(ORDO NEWS) — Archaeologists who have explored the ancient city for decades have found many temples dedicated to various gods.
But more than 200 thanksgiving and prayer inscriptions were addressed to some god, whose name was not mentioned in these inscriptions, which led to the emergence of the concept of “the unknown god of Palmyra”. Perhaps not everything is as it was supposed before.
The question of who founded Palmyra is complex. Josephus Flavius wrote that King Solomon built the city. But, according to modern archaeologists, it was originally a Hurrian settlement.
Once Palmyra was a modest caravan city, but in the 1st-2nd centuries AD the city became an intermediary in trade between Rome and the East – Persia, China, India. In 212, the emperor Caracalla proclaimed Palmyra a Roman province and stationed legions in its vicinity.
And in 260, during the crisis of the empire, a separate state was formed there – the Palmyra kingdom (Palmyrene), which fell after 13 years. Then the city was destroyed and never reached its former splendor.
In the Middle Ages, the inhabitants of the surrounding area used the stones of the destroyed temples and houses as building material – for example, to build a dam.
Therefore, archaeologists of the 20th century got Palmyra in a very difficult form for research. Nevertheless, they were able to divide the relatively preserved buildings according to their purpose, and the temples according to which gods they are dedicated to.

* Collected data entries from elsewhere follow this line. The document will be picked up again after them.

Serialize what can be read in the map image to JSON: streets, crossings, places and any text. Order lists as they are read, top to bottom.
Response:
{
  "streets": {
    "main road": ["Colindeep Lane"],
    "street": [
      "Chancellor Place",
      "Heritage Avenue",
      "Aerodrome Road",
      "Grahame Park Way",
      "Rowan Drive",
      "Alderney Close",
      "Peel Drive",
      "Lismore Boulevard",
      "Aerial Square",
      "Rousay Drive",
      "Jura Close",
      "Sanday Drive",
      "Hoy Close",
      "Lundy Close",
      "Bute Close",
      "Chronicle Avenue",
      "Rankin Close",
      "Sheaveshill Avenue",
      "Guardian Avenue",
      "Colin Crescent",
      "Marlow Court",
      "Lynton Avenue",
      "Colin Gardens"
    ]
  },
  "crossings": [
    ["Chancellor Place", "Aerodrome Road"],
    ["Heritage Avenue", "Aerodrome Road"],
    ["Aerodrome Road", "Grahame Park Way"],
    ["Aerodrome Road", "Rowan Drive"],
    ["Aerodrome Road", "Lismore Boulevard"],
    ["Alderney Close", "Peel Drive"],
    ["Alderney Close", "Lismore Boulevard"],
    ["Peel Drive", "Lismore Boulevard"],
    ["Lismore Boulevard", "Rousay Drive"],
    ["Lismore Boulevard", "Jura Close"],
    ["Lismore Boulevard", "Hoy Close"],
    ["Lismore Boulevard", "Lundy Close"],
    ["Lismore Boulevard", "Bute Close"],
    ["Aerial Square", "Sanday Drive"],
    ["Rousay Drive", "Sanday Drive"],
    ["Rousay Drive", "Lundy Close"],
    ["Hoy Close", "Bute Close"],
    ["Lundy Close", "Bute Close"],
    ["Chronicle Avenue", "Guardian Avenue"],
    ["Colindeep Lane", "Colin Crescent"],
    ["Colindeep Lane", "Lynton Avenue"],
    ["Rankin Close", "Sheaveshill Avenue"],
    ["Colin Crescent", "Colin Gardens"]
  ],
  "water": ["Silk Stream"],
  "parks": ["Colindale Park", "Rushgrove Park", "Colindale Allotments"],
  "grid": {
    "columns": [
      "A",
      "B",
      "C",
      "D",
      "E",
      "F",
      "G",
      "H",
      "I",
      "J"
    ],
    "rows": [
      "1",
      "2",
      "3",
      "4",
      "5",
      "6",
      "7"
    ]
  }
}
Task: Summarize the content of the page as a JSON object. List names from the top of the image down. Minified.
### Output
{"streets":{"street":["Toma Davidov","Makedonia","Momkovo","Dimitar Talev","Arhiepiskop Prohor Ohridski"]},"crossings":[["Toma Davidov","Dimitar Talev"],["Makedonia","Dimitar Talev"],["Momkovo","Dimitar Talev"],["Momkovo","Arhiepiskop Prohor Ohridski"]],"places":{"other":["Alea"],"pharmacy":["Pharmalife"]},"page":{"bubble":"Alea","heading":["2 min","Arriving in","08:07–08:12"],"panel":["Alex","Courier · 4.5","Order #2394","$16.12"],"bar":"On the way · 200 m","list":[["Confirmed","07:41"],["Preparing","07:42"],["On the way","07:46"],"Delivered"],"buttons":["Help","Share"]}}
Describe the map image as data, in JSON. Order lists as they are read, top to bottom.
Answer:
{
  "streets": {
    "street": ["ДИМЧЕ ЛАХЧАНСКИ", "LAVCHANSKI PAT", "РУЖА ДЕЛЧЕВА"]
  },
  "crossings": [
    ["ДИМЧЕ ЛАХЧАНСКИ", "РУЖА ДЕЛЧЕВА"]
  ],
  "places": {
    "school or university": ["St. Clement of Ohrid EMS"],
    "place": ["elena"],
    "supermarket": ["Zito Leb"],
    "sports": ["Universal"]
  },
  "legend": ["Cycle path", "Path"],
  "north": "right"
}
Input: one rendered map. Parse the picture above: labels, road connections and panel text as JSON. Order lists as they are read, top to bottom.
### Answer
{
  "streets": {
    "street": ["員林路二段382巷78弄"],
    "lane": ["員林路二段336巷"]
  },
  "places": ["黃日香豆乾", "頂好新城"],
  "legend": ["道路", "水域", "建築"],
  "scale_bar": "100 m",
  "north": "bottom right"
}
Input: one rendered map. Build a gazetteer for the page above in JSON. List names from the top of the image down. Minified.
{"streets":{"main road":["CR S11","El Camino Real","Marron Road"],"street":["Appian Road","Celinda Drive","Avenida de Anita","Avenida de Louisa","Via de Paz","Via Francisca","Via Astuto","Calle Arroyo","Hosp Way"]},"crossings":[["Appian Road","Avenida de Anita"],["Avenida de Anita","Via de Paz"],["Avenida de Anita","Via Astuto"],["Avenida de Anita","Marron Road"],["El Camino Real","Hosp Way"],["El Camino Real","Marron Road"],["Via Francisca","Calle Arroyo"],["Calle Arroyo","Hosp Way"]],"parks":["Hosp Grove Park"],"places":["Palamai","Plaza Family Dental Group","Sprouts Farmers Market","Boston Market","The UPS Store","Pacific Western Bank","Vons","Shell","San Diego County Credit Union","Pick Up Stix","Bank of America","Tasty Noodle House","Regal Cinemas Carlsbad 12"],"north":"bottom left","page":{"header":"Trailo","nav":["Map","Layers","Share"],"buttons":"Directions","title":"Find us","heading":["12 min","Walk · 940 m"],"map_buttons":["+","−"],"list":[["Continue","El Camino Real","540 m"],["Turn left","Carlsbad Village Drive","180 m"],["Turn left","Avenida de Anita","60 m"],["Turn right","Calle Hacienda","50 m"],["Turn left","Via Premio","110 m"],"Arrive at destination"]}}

It was difficult with the gods in Palmyra. Ancient Babylonian traditions, the Arab pantheon, even the Akkadian gods – all this is mixed together and cemented from above by Hellenism (during its heyday, Palmyra was a Hellenistic city).
So, for example, in the city the temples of Bel (the supreme god of Babylon and Assyria), Baalshamem (the Canaanite god of the sky and storm) and Zeus almost coexisted.
Bel is considered the earliest image of the supreme god, which then becomes Baal among some Semitic peoples, and Baalshamem among others. In Hellenistic culture, Zeus was the supreme god, so his name began to appear in ancient temples dedicated to Bel and Baalshamem.
In fact, there are many more gods and temples of Palmyra. All temples are correlated with one or another deity – according to the main statues and dedications.
But over decades of searching, scientists now and then came across inscriptions in which the name of God was not called, and there was also no schematic representation of him.
Now there are more than 200 such stone fragments, all inscriptions are in Aramaic. They are carved on stone altars designed to burn incense offerings, such as juniper seeds, and to pour out liquids. For almost a hundred years, scientists have been trying to find out the name of the unknown god of Palmyra.
Polish archaeologist Alexandra Kubiak-Schneider (Aleksandrę Kubiak-Schneider) offered her explanation . She singled out the general type of the formula for addressing the deity: “Blessed be his name forever, Lord of the World and Merciful.” This is like a monotheistic conversion. The ban on the mention of the name also refers us to Judaism and the Bible.
Meanwhile, according to the researcher, the solution to the mystery lay elsewhere. She believes that the specific way of addressing the anonymous deity coincides with the texts of praise that were recited in the temples of ancient Mesopotamia from the 1st millennium BC.
So people thanked a variety of gods for the help: the same supreme god Bel (in Babylon he was also called Marduk), Nabu (the son of Marduk, the god of writing and wisdom), Nergal (the god of death, the lord of the underworld).
But who among them was the addressee of the Palmyra initiations? Kubiak-Schneider believes that everything at once. The formula “one whose name is eternally blessed” can be universal and refer to any male deity who has heard a prayer request.
Therefore, the fact that the proper name of a particular god was not indicated was, according to the archaeologist, a sign of respect.
She believes that the absence of an image of a deity on the altars in this case has nothing to do with a religious prohibition. There was no single unknown god, but every god who showed attentive and favorable requests deserved praise and sacrifice.
According to Dr. Kubiak-Schneider, her hypothesis shows the continuity of pre-Hellenistic traditions in the Middle East, which influenced the face of today’s monotheistic religions: Judaism, Christianity and Islam. In addition, the result of the study indicates the existence of religious poetry, which has not survived to this day.
At the same time, it should be noted that so far we have before us more of a hypothesis than a definitive answer to the question.
In the ancient world, references to gods without a specific name are very rare, and so far, for this period, they have been massively noted except for Judaism, with its partial ban on mentioning the name of God. To reliably separate the hypothesis of the Polish scientist from the “Jewish” version, some additional markers are needed.